### To do
Within the records below, reproduce without change the lines from the line that has "function fillPath(path, color)" through the line that has "ctx.setLineDash(dash || []);", and only those.

Recorded data:
----------------

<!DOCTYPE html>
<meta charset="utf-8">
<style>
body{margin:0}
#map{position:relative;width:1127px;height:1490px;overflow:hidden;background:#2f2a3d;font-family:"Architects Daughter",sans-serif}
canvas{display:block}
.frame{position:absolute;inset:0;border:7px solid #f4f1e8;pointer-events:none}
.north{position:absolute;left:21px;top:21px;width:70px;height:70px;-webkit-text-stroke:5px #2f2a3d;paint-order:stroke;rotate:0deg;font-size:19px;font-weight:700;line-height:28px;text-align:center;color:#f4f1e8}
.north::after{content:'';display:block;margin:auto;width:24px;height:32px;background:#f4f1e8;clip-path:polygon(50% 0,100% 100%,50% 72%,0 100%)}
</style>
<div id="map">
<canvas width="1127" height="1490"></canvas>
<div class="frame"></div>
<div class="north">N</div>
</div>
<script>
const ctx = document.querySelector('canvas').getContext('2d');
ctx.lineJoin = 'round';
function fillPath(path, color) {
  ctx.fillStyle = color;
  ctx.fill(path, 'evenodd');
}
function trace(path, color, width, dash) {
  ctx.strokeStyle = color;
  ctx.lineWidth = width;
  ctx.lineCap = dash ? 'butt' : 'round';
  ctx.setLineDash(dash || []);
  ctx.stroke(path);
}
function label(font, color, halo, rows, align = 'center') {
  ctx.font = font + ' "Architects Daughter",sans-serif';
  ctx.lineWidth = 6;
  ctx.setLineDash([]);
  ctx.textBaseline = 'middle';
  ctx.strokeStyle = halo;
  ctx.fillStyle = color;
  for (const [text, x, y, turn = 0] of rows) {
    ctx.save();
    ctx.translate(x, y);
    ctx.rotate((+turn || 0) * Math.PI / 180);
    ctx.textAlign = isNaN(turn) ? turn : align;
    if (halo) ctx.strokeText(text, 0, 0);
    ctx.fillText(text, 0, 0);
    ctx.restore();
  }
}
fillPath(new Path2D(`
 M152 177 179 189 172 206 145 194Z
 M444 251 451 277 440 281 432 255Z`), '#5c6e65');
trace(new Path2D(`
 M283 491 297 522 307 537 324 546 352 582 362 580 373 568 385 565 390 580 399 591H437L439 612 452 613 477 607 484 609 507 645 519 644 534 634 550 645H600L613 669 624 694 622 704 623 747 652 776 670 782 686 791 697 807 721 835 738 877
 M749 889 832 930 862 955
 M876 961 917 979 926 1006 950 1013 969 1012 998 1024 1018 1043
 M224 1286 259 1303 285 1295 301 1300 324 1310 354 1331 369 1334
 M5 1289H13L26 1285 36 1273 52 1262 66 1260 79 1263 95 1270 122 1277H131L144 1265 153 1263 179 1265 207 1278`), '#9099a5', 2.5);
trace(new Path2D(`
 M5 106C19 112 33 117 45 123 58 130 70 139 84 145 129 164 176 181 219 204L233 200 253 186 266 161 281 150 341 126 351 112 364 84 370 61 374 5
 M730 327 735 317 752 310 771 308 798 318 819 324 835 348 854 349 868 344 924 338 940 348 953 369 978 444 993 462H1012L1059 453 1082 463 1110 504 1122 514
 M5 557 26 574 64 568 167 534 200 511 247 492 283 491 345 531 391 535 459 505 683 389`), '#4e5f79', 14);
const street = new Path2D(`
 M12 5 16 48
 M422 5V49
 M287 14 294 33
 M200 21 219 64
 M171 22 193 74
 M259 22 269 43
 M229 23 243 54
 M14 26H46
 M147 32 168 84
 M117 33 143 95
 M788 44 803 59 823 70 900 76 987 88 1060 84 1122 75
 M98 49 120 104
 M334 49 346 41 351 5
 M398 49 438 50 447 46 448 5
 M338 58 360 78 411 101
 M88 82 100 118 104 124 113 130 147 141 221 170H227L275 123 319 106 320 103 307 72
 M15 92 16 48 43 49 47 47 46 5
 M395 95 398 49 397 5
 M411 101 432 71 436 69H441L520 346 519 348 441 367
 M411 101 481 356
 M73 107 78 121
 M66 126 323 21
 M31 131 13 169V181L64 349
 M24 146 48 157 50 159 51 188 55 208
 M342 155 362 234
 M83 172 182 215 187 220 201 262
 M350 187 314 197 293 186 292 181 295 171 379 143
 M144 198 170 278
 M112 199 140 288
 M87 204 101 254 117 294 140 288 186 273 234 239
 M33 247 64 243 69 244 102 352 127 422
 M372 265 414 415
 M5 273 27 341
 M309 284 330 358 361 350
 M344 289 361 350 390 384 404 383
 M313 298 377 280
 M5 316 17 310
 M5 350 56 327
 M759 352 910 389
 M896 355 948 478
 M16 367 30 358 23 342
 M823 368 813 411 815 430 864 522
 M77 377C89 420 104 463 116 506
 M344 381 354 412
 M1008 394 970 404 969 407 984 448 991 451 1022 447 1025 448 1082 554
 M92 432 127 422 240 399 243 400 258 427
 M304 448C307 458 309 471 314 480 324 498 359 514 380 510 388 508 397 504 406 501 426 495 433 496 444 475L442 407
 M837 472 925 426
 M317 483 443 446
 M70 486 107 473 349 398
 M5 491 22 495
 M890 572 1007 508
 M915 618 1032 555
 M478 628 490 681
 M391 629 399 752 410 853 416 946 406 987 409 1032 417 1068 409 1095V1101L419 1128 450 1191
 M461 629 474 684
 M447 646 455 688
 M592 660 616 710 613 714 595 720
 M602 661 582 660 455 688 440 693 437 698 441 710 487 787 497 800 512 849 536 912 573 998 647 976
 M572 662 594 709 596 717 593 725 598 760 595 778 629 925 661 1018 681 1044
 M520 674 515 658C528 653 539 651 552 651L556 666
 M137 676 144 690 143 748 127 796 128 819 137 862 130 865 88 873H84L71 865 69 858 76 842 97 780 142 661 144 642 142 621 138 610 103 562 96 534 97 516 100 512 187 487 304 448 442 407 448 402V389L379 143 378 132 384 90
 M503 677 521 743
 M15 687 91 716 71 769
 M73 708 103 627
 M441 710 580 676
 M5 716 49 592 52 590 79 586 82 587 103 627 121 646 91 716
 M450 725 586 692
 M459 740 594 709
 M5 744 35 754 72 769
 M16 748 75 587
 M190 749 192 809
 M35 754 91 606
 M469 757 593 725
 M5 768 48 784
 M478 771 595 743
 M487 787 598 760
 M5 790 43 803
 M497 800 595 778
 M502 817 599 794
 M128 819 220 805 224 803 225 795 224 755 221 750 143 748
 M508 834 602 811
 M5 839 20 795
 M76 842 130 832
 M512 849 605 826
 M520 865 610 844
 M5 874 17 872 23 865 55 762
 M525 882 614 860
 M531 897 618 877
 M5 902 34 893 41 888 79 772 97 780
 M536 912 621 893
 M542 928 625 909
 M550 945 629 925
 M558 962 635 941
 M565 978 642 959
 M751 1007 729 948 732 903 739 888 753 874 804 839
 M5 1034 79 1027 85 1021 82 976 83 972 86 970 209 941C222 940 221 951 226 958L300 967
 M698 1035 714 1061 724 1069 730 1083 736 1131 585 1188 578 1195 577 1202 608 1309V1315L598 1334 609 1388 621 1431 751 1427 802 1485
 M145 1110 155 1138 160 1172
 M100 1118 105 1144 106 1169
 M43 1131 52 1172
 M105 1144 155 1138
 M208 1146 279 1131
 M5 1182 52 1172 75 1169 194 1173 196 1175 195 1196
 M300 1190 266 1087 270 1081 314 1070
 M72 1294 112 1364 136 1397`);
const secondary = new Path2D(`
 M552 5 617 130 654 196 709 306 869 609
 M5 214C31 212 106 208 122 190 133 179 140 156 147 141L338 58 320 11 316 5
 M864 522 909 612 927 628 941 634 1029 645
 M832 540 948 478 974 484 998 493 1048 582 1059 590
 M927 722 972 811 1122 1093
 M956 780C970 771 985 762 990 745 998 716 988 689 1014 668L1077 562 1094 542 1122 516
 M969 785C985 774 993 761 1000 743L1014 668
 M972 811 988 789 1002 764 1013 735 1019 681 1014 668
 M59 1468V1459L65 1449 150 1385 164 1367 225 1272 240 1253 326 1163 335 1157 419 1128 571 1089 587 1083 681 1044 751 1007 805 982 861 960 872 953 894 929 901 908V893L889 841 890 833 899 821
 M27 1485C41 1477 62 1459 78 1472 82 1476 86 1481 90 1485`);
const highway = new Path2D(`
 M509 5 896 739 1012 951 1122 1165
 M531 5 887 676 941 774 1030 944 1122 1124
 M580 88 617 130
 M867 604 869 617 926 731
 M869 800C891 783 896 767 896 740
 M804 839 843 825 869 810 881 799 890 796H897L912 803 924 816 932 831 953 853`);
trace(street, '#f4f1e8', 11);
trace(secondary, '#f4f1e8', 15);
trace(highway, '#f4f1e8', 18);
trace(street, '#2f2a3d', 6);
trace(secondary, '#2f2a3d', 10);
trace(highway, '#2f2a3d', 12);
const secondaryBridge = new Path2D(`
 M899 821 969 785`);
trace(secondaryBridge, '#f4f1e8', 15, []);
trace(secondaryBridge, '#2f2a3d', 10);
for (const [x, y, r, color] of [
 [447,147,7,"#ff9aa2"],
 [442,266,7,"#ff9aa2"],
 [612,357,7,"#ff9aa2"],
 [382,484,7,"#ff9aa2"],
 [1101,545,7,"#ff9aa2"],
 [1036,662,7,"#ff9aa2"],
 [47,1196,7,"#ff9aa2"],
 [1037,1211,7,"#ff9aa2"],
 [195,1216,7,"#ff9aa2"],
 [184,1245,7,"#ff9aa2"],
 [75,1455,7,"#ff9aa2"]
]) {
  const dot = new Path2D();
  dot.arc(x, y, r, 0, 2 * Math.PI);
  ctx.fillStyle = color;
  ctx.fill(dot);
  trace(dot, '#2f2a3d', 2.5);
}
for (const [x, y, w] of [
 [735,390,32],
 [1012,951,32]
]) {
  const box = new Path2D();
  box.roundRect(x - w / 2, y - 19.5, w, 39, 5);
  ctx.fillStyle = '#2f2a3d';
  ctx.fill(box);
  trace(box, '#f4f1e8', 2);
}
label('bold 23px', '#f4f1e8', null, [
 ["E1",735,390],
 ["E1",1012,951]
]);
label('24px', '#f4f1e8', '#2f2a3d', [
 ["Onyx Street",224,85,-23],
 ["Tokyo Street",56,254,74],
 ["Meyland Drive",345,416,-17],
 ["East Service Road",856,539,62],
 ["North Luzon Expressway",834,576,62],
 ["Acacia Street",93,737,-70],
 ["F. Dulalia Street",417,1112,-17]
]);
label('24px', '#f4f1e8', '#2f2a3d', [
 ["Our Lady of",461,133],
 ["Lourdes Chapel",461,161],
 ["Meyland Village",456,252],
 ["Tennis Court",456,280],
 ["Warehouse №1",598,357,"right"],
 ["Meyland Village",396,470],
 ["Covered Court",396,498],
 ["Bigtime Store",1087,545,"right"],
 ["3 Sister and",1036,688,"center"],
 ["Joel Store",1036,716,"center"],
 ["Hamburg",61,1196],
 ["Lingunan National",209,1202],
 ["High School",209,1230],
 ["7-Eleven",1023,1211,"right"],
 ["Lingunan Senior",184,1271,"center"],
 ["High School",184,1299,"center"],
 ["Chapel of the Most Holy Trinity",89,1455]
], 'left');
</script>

----------------

### Answer to this exercise
function fillPath(path, color) {
  ctx.fillStyle = color;
  ctx.fill(path, 'evenodd');
}
function trace(path, color, width, dash) {
  ctx.strokeStyle = color;
  ctx.lineWidth = width;
  ctx.lineCap = dash ? 'butt' : 'round';
  ctx.setLineDash(dash || []);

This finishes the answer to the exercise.